▲	jchw 3 days ago
		> Also take a good hard look at the token output speeds before investing. If you’re expecting quality, context windows, and output speeds similar to the hosted providers you’re probably going to be disappointed. There are a lot of tradeoffs with a local machine. I don't really expect to see performance on-par with the SOTA hosted models, but I think I'm mainly curious what you could possibly do with local models that would otherwise not be doable with hosted models (or at least, stuff you wouldn't want to for other reasons, like privacy.) One thing I've realized lately is that Gemini, and even Gemma, are really, really good at transcribing images, much better and more versatile than OCR models as they can also describe the images too. With the realization that Gemma, a model you can self-host, is good enough to be useful, I have been tempted to play around with doing this sort of task locally. But again, $2,000 tempted? Not really. I'd need to find other good uses for the machine than just dicking around. In theory, Gemma 3 27B BF16 would fit very easily in system RAM on my primary desktop workstation, but I haven't given it a go to see how slow it is. I think you mainly get memory bandwidth constrained on these CPUs, but I wouldn't be surprised if the full BF16 or a relatively light quantization gives tolerable t/s. Then again, right now, AI Studio gives you better t/s than you could hope to get locally with a generous amount of free usage. So ... maybe it would make sense to wait until the free lunch ends, but I don't want to build anything interesting that relies on the cloud, because I dislike the privacy implications of it, even though everything I'm interested in doing is fully safe with the ToS.

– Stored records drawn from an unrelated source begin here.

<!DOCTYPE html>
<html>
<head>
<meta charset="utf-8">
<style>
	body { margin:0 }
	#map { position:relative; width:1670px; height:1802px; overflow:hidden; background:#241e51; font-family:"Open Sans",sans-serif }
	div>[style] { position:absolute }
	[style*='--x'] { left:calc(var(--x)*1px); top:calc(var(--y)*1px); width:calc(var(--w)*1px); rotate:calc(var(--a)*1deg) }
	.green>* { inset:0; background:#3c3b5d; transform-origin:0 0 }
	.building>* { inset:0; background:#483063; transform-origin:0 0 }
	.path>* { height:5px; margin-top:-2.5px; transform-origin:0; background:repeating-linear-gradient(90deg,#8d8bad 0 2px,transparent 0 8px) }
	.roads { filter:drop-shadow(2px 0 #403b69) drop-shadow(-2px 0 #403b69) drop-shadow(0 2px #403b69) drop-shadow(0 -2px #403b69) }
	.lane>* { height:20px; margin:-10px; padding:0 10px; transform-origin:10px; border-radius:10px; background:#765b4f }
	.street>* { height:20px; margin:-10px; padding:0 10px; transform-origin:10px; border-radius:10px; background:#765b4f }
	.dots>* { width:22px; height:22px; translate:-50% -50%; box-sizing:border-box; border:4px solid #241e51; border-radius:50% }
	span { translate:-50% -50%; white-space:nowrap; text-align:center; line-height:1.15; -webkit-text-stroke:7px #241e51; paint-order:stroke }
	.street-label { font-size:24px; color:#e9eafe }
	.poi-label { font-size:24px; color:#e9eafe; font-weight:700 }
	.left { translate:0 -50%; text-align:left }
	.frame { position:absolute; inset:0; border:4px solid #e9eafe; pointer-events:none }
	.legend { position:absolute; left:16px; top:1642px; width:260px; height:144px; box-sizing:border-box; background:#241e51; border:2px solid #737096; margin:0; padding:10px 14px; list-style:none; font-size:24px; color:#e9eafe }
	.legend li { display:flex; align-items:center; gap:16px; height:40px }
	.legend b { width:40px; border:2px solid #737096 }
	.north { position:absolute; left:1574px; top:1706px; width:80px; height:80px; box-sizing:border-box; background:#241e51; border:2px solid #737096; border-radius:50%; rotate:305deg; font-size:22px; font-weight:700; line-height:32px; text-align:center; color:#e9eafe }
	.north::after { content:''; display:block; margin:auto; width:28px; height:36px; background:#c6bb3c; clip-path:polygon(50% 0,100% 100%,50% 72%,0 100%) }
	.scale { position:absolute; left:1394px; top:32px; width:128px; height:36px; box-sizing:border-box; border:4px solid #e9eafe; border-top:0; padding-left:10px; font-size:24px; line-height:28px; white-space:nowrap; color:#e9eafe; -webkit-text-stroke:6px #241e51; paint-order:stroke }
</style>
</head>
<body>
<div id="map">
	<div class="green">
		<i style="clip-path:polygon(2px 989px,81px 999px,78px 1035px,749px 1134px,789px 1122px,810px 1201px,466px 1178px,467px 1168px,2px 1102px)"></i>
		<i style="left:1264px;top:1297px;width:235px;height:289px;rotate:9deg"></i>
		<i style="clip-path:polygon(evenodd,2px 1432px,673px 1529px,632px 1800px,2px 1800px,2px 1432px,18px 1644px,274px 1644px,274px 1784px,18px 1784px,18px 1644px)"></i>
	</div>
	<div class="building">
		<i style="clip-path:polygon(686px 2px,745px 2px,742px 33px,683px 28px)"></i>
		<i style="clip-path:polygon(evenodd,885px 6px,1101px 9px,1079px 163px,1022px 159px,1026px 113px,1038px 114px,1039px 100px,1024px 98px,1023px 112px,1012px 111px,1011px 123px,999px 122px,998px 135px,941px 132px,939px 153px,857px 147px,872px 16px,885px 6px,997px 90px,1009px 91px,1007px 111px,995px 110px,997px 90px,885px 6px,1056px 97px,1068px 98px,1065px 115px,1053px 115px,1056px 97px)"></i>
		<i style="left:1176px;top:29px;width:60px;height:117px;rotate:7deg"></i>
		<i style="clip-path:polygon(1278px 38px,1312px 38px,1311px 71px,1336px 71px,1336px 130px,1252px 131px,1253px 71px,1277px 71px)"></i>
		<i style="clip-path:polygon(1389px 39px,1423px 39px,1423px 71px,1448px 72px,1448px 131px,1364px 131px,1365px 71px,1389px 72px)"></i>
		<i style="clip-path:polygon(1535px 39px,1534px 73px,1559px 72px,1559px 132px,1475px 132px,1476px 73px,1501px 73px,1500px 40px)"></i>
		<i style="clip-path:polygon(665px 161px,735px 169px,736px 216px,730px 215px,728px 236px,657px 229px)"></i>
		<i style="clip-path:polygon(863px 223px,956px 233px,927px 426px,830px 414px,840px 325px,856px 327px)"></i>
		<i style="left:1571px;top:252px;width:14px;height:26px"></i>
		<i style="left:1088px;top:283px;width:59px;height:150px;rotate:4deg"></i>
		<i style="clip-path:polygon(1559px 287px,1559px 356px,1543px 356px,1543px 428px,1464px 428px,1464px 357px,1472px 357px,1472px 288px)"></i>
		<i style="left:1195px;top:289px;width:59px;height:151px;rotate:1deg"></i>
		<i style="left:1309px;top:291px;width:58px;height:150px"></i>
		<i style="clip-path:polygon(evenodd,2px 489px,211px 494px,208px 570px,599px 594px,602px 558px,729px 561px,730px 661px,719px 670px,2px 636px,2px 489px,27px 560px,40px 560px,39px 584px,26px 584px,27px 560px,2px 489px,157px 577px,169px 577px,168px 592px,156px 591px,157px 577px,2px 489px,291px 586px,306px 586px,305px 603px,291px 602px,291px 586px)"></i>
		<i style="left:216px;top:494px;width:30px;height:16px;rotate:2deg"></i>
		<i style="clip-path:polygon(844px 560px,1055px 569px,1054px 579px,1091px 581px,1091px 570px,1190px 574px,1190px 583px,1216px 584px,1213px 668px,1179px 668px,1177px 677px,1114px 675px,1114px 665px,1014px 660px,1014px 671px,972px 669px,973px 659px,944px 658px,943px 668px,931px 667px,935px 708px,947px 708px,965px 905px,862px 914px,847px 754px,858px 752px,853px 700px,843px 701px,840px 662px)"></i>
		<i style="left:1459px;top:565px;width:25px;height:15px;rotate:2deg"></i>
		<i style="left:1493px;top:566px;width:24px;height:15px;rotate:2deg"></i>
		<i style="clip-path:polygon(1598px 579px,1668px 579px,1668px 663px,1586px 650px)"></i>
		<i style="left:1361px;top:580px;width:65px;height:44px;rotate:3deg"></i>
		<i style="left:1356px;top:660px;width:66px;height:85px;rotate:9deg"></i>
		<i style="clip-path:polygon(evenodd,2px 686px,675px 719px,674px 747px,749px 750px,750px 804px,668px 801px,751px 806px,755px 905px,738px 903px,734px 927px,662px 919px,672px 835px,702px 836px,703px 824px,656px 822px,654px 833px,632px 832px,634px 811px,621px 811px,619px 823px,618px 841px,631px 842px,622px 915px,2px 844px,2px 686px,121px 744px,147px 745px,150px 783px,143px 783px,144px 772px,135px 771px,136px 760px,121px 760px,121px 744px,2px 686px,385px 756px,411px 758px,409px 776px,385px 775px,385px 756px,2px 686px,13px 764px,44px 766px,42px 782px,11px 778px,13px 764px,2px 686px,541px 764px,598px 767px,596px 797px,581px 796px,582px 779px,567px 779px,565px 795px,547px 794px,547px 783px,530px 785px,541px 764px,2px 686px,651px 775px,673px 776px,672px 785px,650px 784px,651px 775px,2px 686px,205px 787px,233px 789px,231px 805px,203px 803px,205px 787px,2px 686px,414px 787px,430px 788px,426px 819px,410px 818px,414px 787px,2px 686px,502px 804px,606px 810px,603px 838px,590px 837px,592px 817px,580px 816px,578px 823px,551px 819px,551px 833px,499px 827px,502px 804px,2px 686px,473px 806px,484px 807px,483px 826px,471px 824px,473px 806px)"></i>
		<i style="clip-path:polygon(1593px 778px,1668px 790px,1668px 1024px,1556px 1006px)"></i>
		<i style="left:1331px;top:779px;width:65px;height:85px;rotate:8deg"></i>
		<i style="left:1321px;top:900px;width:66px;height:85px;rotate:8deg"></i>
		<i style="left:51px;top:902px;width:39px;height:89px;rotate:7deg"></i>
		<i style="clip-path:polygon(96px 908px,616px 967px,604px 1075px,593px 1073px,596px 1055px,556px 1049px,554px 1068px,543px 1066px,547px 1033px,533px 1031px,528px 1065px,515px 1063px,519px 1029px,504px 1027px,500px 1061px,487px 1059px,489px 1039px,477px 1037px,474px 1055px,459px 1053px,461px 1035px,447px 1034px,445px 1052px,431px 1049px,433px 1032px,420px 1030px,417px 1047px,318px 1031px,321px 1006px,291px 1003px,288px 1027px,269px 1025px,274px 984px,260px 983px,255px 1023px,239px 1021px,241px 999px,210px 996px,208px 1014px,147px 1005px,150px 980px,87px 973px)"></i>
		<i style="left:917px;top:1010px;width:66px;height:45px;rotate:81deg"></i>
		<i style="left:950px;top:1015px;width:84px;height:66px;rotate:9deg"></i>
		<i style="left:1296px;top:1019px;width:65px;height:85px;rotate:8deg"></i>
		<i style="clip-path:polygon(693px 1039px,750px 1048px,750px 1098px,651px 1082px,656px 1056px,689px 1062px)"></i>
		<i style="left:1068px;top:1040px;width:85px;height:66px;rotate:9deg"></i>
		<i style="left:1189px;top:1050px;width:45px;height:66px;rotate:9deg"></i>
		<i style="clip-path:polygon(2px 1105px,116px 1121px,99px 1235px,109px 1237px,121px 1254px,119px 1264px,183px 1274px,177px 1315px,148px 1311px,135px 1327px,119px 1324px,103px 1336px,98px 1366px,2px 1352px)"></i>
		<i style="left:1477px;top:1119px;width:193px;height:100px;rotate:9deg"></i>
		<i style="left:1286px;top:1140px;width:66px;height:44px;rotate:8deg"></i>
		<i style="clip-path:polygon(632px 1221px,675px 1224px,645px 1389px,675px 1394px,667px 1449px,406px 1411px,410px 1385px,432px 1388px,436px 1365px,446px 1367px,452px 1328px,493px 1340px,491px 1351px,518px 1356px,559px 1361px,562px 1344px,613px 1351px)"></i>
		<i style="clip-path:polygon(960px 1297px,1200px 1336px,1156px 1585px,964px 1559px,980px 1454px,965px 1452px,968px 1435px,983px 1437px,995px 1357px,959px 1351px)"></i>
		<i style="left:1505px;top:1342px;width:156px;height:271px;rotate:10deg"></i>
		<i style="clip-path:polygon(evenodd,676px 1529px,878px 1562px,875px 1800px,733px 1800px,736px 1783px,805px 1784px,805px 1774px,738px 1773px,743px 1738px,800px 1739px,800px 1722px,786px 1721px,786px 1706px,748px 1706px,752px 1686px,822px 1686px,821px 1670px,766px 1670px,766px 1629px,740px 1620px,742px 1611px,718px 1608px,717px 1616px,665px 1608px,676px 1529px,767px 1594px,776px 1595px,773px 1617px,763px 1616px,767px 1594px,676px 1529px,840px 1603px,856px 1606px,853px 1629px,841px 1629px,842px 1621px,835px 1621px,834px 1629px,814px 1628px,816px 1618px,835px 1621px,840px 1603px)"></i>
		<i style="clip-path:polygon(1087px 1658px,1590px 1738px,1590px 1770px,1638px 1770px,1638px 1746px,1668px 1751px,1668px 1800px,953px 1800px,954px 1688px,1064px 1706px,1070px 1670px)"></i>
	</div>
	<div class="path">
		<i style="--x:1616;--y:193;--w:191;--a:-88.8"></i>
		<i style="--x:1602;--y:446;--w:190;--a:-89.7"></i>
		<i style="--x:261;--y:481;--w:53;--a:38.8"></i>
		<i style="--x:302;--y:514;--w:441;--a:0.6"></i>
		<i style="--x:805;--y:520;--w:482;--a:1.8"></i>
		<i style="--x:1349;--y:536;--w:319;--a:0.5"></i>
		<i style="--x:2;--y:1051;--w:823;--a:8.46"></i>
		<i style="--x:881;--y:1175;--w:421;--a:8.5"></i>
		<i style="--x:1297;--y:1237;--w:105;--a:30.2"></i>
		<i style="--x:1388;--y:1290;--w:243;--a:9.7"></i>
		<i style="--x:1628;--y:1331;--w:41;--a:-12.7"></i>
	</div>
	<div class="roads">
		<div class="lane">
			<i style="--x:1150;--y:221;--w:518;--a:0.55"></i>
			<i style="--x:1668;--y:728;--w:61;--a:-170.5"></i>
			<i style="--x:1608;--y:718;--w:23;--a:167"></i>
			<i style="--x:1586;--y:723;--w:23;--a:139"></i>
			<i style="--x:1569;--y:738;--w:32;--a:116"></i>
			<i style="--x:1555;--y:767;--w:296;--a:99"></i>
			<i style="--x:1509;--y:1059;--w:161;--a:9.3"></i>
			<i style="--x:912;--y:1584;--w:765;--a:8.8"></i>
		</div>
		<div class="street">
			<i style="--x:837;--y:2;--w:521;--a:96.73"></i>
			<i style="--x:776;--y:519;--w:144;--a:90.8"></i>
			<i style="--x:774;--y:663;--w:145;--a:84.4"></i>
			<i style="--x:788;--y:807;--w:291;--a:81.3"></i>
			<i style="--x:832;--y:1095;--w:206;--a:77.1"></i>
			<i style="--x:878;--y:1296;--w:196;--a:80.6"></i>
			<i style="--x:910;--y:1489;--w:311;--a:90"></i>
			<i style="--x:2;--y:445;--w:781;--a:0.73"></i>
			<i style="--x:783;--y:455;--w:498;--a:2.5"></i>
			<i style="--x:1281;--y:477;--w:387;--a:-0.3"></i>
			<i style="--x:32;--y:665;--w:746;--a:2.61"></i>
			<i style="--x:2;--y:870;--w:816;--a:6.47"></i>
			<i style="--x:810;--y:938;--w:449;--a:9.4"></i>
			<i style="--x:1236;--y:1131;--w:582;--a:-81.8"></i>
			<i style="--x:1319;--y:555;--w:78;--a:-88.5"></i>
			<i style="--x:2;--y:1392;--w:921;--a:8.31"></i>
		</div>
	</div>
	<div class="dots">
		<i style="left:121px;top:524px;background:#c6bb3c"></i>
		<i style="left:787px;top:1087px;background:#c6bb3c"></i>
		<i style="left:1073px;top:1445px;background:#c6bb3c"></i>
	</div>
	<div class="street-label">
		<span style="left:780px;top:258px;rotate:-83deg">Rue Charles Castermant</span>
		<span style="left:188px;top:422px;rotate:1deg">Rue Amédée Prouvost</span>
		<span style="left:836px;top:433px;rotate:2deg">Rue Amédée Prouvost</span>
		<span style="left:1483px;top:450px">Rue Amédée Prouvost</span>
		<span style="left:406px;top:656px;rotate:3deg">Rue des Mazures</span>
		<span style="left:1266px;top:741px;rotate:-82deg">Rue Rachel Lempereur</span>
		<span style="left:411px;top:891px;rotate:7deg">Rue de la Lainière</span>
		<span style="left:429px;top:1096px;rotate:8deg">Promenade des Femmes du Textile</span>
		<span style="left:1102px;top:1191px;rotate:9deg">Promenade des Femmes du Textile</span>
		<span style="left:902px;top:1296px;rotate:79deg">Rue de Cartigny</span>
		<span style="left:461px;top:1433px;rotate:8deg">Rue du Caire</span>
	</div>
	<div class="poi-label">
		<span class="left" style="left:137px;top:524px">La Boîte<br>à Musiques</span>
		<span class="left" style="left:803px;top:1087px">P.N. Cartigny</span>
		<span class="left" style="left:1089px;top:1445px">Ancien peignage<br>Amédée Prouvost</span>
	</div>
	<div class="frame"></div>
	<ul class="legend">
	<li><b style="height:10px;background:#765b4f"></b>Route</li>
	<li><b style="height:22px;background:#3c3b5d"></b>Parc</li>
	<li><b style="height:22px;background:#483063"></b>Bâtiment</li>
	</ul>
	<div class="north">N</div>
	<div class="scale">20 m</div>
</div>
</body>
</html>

	▲	bytefactory 2 days ago \| parent [-]
		I had long been of the opinion that local models were a long way away from being useful, and that they were toys at best. I'm a heavy user of o3/GPT5, Claude Opus/Sonnet and Gemini 2.5 Pro, so my expectations were sky high. I tried out Gemma 27B on LM Studio a few days ago, and I was completely blown away! It has a warmth and character (and smarts!) that I was not expecting in a tiny model. It just doesn't have tool use (although there are hacky workarounds), which would have made it even better. Qwen 3 with 30B parameters (3B active) seems to be nearly as capable, but also supports tool use. I'm currently in the process of vibe coding an agent network with LangGraph orchestration, Gemma 27B/Qwen 3 30B-A3B with memory, context management and tool management. The Qwen model even uses a tiny 1.7B "draft" model for speculative decoding improving performance. In my 7800x3D, RTX 4090 with 64GB RAM, I have latency of ~200-400ms, and 20-30 tokens/s which is plenty fast. My thought process is that this local stack will let me use agents to their fullest in administering my machine. I always felt uneasy letting Claude Code, Gemini CLI or Codex operate outside my code folders. Yet, their utility in helping me troubleshoot problems (I'm a recent Linux convert) was too attractive to ignore. Now I have the best of both worlds. Privacy, and AI models helping with sysadmin. They're also great for quick "what options does kopia backup use?" type questions I've assigned a global hotkeyed helper for. Additionally, if one has a NAS with the *arr stack for downloading, say perfectly legal Linux ISOs, such a private model would be far more suitable. It's early days, but I'm excited about other use cases i might discover over time! It's a good time to be an AI enthusiast.